The workings of synapses; molecular mechanisms regulating plasticity and behavior

A challenge for neuroscience is to bridge the gaps between genes, proteins, neurons, neural circuits, and behavior in a single animal model. The nematode Caenorhabditis elegans has unique features that facilitate this synthesis. Its nervous system includes exactly 302 neurons, and their pattern of synaptic connectivity is known. The neurons are organized in neural circuits that process information and control behavior. How are these circuits constructed? What molecules are required for circuit function? How do circuits control behavior and how do behaviors modify circuits? In the past several years, we have made major advances in understanding how specific signaling molecules contribute to synaptic function and behavior.

I. Analysis of Glutamate Receptor Function

Dysfunction of glutamate-receptor-mediated signaling is implicated in various mental health and neurological disorders, thus there is intense interest in gaining a mechanistic understanding of the assembly, localization and function of ionotropic glutamate receptors (iGluRs). We have identified three new auxiliary proteins, SOL-1, STG-1 and STG-2 that co-localize with the GLR 1 AMPA receptor and are required for AMPA iGluR function. We have now identified a fourth auxiliary protein that is similar to SOL-1. We are currently studying how this signaling complex contributes to synaptic plasticity.
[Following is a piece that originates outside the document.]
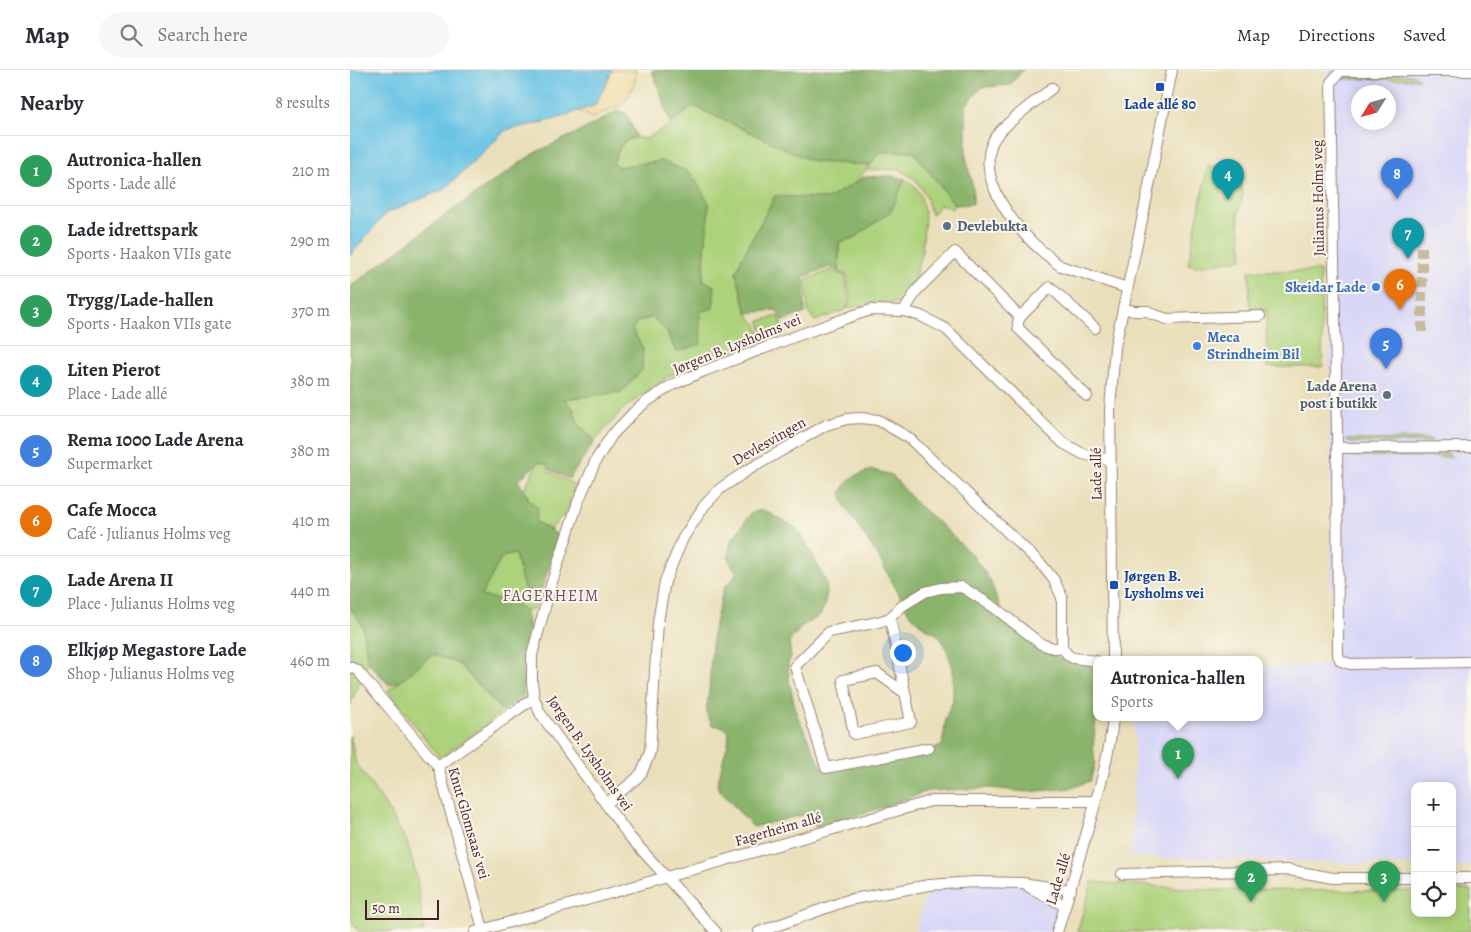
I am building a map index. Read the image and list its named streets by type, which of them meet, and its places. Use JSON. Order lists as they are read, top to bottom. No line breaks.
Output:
{"streets":{"street":["Julianus Holms veg","Jørgen B. Lysholms vei","Devlesvingen","Lade allé","Knut Glomsaas' vei","Fagerheim allé"]},"crossings":[["Jørgen B. Lysholms vei","Devlesvingen"],["Jørgen B. Lysholms vei","Lade allé"],["Jørgen B. Lysholms vei","Fagerheim allé"],["Lade allé","Fagerheim allé"],["Knut Glomsaas' vei","Fagerheim allé"]],"districts":["FAGERHEIM"],"places":{"transit":["Lade allé 80","Jørgen B. Lysholms vei"],"other":["Devlebukta","Skeidar Lade","Meca Strindheim Bil","Lade Arena post i butikk"]},"scale_bar":"50 m","north":"bottom left","page":{"header":"Map","search":"Search here","nav":["Map","Directions","Saved"],"heading":["Nearby","8 results"],"list":[{"mark":"1","name":"Autronica-hallen","note":"Sports · Lade allé","value":"210 m"},{"mark":"2","name":"Lade idrettspark","note":"Sports · Haakon VIIs gate","value":"290 m"},{"mark":"3","name":"Trygg/Lade-hallen","note":"Sports · Haakon VIIs gate","value":"370 m"},{"mark":"4","name":"Liten Pierot","note":"Place · Lade allé","value":"380 m"},{"mark":"5","name":"Rema 1000 Lade Arena","note":"Supermarket","value":"380 m"},{"mark":"6","name":"Cafe Mocca","note":"Café · Julianus Holms veg","value":"410 m"},{"mark":"7","name":"Lade Arena II","note":"Place · Julianus Holms veg","value":"440 m"},{"mark":"8","name":"Elkjøp Megastore Lade","note":"Shop · Julianus Holms veg","value":"460 m"}],"pins":["8","4","7","6","5","1","2","3"],"popup":["Autronica-hallen","Sports"],"map_buttons":["+","−"],"scale":"50 m"}}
II. Contribution of iGluRs to learning and memory

Learning and memory are essential processes that help animals survive and reproduce. We have discovered two genes, nmr-1 and nmr-2, that encode subunits of an NMDA-type (NMDAR) iGluR. Deletion of these genes disrupts memory retention in C. elegans. How this receptor contributes to circuit function and memory is an ongoing area of inquiry.

III. Analysis of neuromuscular development and function in C. elegans

Nicotinic (cholinergic) neurotransmission has critical roles in the nervous system and underlies nicotine addiction. We have identified two new genes required for the nicotine-gated current found at a subset of C. elegans synapses. Our current research is aimed at gaining a mechanistic understanding of how WNT-mediated signaling regulates the development and function of cholinergic synapses.

IV. Identifying peptides that modify the properties of ionotropic glutamate receptors

Our genetic studies in C. elegans revealed that receptor desensitization is evolutionarily conserved and of critical importance for the control of behavior. To test this idea using a completely different approach, we identified a novel toxin from a fish-hunting snail that fully blocked AMPAR desensitization; a nice example of nature exploiting an unrecognized Achilles heel – receptor desensitization. We are continuing our studies of these and other toxins.